A Review of Simone Weil: Attention to the Real

978-0-268-02373-7-frontcover

Mark Shiffman reviews Robert Chenavier's Simone Weil: Attention to the Real, in Notre Dame Philosophical Reviews:

Robert Chenavier's comprehensive and judicious précis of Simone Weil's thought is the fruit of years as a student and editor of Weil's oeuvre, as president of the French Weil Society and editor of the journal devoted entirely to her thought. A testimony to the very loving attention that is its theme, Attention to the Real is, by the same token, an almost entirely uncritical intellectual and spiritual hagiography — but one that is sufficiently lucid to provide the critical reader with the outlines of Weil's thought required for fruitful engagement.

The introduction identifies and situates Weil's central philosophical objective: “to reduce the opposition between a Plato whose theory of knowledge would have integrated the domain of work and a Marx who would have developed the most precious elements of his materialism by preserving the reality of the supernatural.” For Weil, work, as an engagement of the body and soul with the necessities and limits of matter, plays a crucial role in bringing us to a truthful encounter with the real. It is one dimension of an orientation toward encountering the real on all its levels, including that which surpasses our grasp while it draws us to itself: the supernatural. This sketch provides the itinerary for the subsequent chapters: (1) an overview of Weil's life, emphasizing her engagements with reality on its different levels; (2) an examination of her early philosophical studies and efforts to assess the real possibilities for labor reform; (3) the terms of Weil's attempt to surpass Marxist thought “from within”; (4) Weil's religious awakening and its consequences for her understanding of the ultimate reality that must be the reference point of a genuine humanism; (5) the various paths by which we must open our lives to this ultimate reality.

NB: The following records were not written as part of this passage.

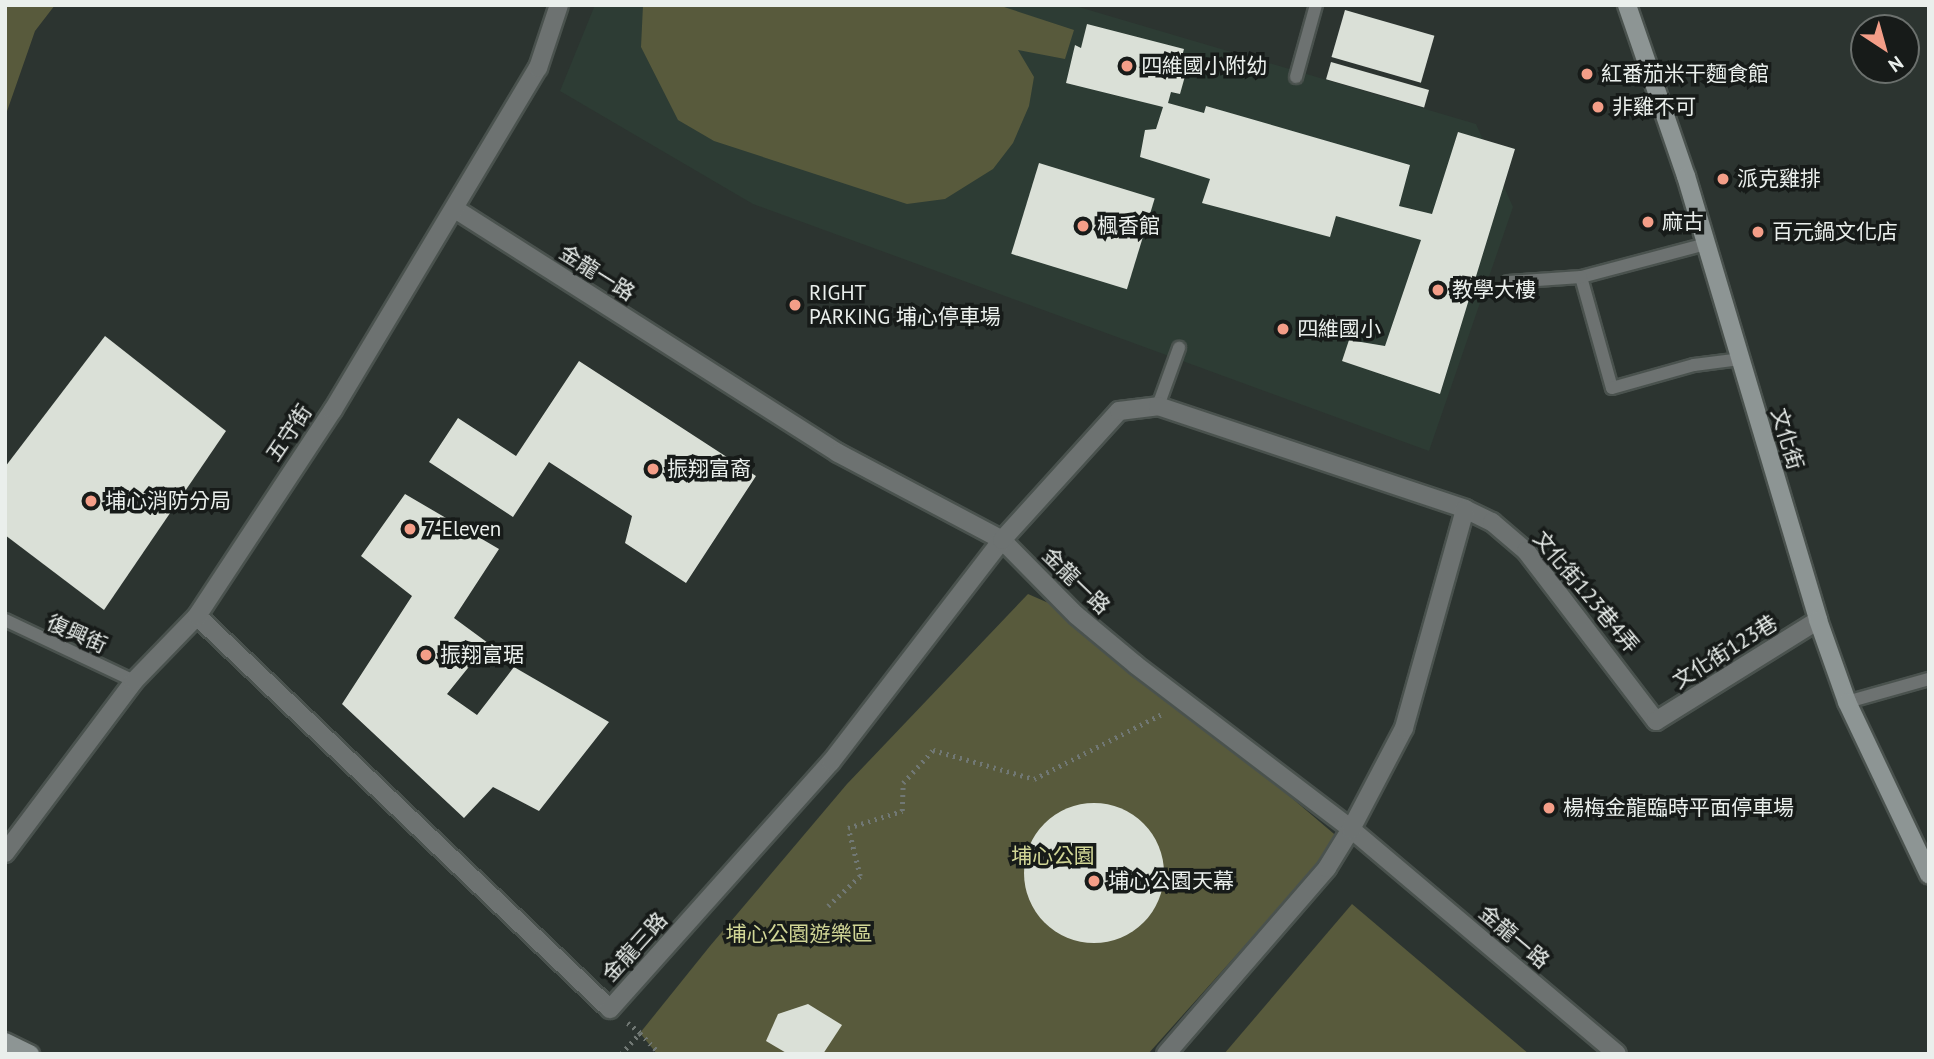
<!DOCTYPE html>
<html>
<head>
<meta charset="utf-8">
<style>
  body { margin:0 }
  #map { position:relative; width:1934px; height:1059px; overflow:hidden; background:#2c3430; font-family:"PT Sans","Noto Sans TC",sans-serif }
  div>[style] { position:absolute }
  .built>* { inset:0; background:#2d3c34 }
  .green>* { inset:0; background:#585a3c }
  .building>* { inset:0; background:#dae0d7; transform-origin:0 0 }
  .round { border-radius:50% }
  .path>* { height:4.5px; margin-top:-2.25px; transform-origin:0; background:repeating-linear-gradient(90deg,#717874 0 2px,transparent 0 7px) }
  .roads { filter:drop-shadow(2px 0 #4a524e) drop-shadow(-2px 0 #4a524e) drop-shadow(0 2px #4a524e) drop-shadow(0 -2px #4a524e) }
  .lane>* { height:12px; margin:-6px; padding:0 6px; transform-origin:6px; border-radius:6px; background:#6d7271 }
  .street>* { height:18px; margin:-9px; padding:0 9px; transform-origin:9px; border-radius:9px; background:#6d7271 }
  .secondary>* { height:18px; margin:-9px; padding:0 9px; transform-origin:9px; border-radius:9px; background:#8d9594 }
  .dots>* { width:19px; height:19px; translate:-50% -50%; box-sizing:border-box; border:4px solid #171b19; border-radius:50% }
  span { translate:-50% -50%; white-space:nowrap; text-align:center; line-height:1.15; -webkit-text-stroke:7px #171b19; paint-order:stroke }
  .poi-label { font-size:21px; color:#eaefec }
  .left { translate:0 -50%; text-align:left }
  .street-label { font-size:21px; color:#eaefec }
  .park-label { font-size:21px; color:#d1d696 }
  .frame { position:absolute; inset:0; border:7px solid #eaefec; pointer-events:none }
  .north { position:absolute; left:1850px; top:14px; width:70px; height:70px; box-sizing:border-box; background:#171b19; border:2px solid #6b706d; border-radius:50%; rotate:144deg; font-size:19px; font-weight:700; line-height:28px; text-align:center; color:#eaefec }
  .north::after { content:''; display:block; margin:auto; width:24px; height:32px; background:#f49e88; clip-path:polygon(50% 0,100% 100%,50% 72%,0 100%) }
</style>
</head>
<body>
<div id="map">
  <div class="built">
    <i style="clip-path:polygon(595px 5px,1072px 5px,1476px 124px,1513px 207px,1429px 451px,753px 204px,560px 91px)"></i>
  </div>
  <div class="green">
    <i style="clip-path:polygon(5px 5px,55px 5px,35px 31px,5px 117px)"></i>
    <i style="clip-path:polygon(643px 5px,998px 5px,1074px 30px,1065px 59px,1018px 50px,1034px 77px,1029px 106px,1013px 143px,993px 169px,945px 199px,907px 204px,714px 141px,678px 120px,641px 47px)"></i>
    <i style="clip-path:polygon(1028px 594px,1076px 615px,1340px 839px,1148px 1054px,657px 1054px,640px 1033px,710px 946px,847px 784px)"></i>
    <i style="clip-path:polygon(1352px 904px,1529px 1054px,1224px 1054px)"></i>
  </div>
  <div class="building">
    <i style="left:1345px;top:10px;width:93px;height:49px;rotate:16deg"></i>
    <i style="clip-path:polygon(1087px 24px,1184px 49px,1180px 64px,1187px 69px,1180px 94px,1171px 92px,1168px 103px,1204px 113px,1206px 106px,1410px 165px,1399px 206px,1432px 214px,1458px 132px,1515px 149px,1440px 394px,1342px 361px,1349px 340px,1385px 346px,1421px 240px,1336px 216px,1330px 237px,1202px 203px,1210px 179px,1140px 157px,1145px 130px,1156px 129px,1163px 107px,1066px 83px,1075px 45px,1081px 48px)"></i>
    <i style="left:1331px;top:62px;width:102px;height:18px;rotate:16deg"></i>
    <i style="left:1039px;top:163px;width:121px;height:95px;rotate:17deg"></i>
    <i style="clip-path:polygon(105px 336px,226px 431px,104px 610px,5px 535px,5px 467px)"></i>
    <i style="clip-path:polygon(579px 361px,756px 476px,686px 583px,625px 543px,632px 516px,549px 462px,513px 517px,429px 462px,458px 418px,516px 456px)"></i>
    <i style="clip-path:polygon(405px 494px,499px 549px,454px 618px,488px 643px,447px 694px,477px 715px,514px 667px,609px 722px,539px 811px,493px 787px,464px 818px,342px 704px,412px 596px,361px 556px)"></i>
    <i class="round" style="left:1024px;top:803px;width:140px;height:140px"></i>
    <i style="clip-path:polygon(808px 1004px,842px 1025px,823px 1054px,788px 1054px,766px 1041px,778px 1014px)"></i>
  </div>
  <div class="path">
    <i style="left:828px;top:906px;width:44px;rotate:-43.2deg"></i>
    <i style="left:860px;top:876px;width:49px;rotate:-104deg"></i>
    <i style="left:848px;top:828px;width:57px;rotate:-17.5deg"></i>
    <i style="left:902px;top:811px;width:28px;rotate:-88deg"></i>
    <i style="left:903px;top:783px;width:45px;rotate:-47.7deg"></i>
    <i style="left:933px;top:750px;width:105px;rotate:16deg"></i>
    <i style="left:1034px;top:779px;width:144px;rotate:-26.9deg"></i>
    <i style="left:640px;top:1033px;width:29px;rotate:46deg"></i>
    <i style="left:621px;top:1054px;width:28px;rotate:-48deg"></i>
    <i style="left:640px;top:1033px;width:16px;rotate:-142deg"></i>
  </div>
  <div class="roads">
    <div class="lane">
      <i style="left:1296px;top:77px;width:75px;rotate:-74.5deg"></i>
      <i style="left:1706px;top:244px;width:129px;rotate:165.2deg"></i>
      <i style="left:1581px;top:277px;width:115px;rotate:74.4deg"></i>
      <i style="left:1612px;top:388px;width:85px;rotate:-15.7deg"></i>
      <i style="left:1694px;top:365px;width:46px;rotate:-7.4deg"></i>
      <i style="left:1508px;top:282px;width:73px;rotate:-3.9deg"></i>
      <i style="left:1158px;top:406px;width:62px;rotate:-70.1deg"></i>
      <i style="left:5px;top:620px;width:143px;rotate:25.3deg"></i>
      <i style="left:1847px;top:702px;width:85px;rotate:-15.7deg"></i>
    </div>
    <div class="street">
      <i style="left:455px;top:209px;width:454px;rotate:32.5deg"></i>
      <i style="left:838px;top:453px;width:186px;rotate:27.9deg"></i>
      <i style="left:1002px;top:540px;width:105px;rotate:45.4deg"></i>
      <i style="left:1076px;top:615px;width:78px;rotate:39.8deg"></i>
      <i style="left:1136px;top:665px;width:270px;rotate:37.3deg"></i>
      <i style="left:1351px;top:829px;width:348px;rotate:40.2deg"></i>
      <i style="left:197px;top:616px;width:570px;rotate:43.58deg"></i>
      <i style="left:610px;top:1009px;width:331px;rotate:-48.2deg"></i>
      <i style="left:831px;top:762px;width:280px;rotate:-52.4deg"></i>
      <i style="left:1002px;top:540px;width:174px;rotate:-47.8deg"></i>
      <i style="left:1119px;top:411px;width:39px;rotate:-7deg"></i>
      <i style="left:1158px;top:406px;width:324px;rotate:18.5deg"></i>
      <i style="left:1465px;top:509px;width:30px;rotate:26deg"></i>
      <i style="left:1492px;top:522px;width:45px;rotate:40.5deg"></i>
      <i style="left:1526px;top:551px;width:214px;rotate:52.6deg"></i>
      <i style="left:1656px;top:721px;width:191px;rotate:-31.9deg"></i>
      <i style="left:5px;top:853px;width:215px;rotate:-53.1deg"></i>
      <i style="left:134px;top:681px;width:91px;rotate:-45.9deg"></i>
      <i style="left:197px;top:616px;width:247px;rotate:-56.6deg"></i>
      <i style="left:333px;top:410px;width:399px;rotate:-59.1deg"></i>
      <i style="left:538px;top:68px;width:66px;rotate:-71.6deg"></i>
      <i style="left:1166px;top:1054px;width:246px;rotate:-49.1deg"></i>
      <i style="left:1327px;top:868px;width:46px;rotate:-58.4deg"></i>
      <i style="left:1351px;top:829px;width:114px;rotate:-62.3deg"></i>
      <i style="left:1404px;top:728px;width:227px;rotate:-74.4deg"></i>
    </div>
    <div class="secondary">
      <i style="left:1627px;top:5px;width:181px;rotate:71deg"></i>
      <i style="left:1686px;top:176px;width:463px;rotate:73.4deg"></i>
      <i style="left:1818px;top:620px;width:87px;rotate:70.5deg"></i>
      <i style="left:1847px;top:702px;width:191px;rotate:64.6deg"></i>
      <i style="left:5px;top:1042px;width:28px;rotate:26deg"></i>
    </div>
  </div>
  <div class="dots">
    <i style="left:1127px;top:66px;background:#f49e88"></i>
    <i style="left:1587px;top:74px;background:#f49e88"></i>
    <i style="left:1598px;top:107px;background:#f49e88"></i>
    <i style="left:1723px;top:179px;background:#f49e88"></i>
    <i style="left:1648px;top:222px;background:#f49e88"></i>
    <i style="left:1083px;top:226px;background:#f49e88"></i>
    <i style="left:1758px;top:232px;background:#f49e88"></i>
    <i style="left:1438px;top:290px;background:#f49e88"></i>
    <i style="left:795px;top:305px;background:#f49e88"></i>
    <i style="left:1283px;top:329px;background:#f49e88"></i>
    <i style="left:653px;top:469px;background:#f49e88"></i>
    <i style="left:91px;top:501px;background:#f49e88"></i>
    <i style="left:410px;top:529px;background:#f49e88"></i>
    <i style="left:426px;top:655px;background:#f49e88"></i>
    <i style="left:1549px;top:808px;background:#f49e88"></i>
    <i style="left:1094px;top:881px;background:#f49e88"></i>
  </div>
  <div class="poi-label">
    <span class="left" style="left:1141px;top:66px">四維國小附幼</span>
    <span class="left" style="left:1601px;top:74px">紅番茄米干麵食館</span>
    <span class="left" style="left:1612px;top:107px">非雞不可</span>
    <span class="left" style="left:1737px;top:179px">派克雞排</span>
    <span class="left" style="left:1662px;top:222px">麻古</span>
    <span class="left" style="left:1097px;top:226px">楓香館</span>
    <span class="left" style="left:1772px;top:232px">百元鍋文化店</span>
    <span class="left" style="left:1452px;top:290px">教學大樓</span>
    <span class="left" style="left:809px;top:305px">RIGHT<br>PARKING 埔心停車場</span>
    <span class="left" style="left:1297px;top:329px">四維國小</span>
    <span class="left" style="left:667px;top:469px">振翔富裔</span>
    <span class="left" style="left:105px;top:501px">埔心消防分局</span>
    <span class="left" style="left:424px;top:529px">7-Eleven</span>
    <span class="left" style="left:440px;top:655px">振翔富琚</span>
    <span class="left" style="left:1563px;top:808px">楊梅金龍臨時平面停車場</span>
    <span class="left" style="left:1108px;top:881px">埔心公園天幕</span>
  </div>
  <div class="street-label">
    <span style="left:597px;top:273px;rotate:32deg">金龍一路</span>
    <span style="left:289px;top:433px;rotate:-56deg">五守街</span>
    <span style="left:1787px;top:439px;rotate:73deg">文化街</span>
    <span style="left:1076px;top:581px;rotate:44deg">金龍一路</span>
    <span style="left:1586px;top:592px;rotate:50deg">文化街123巷4弄</span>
    <span style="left:77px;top:634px;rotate:24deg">復興街</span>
    <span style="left:1725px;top:652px;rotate:-32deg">文化街123巷</span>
    <span style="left:1514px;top:937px;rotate:40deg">金龍一路</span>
    <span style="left:635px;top:947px;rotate:-48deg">金龍三路</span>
  </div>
  <div class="park-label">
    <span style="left:1053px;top:856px">埔心公園</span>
    <span style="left:799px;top:934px">埔心公園遊樂區</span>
  </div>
  <div class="frame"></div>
  <div class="north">N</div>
</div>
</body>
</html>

Weil's early engagement with the labor movement and socialist groups impels her in 1932 (at the age of 23) to travel to Germany to see for herself what the realities on the ground presage for the dreams of a workers' revolution. The vitriolic reaction of French socialists to her sober and pessimistic assessment, and subsequently to her honest, lucid critique of the Soviet government, reveals how determined the leaders of the labor movement are to remain wrapped in illusion. To gain the clarity they lack about the real challenges to reform, she goes to work in a factory, where she learns that the very character of the labor demanded is dehumanizing and deadening.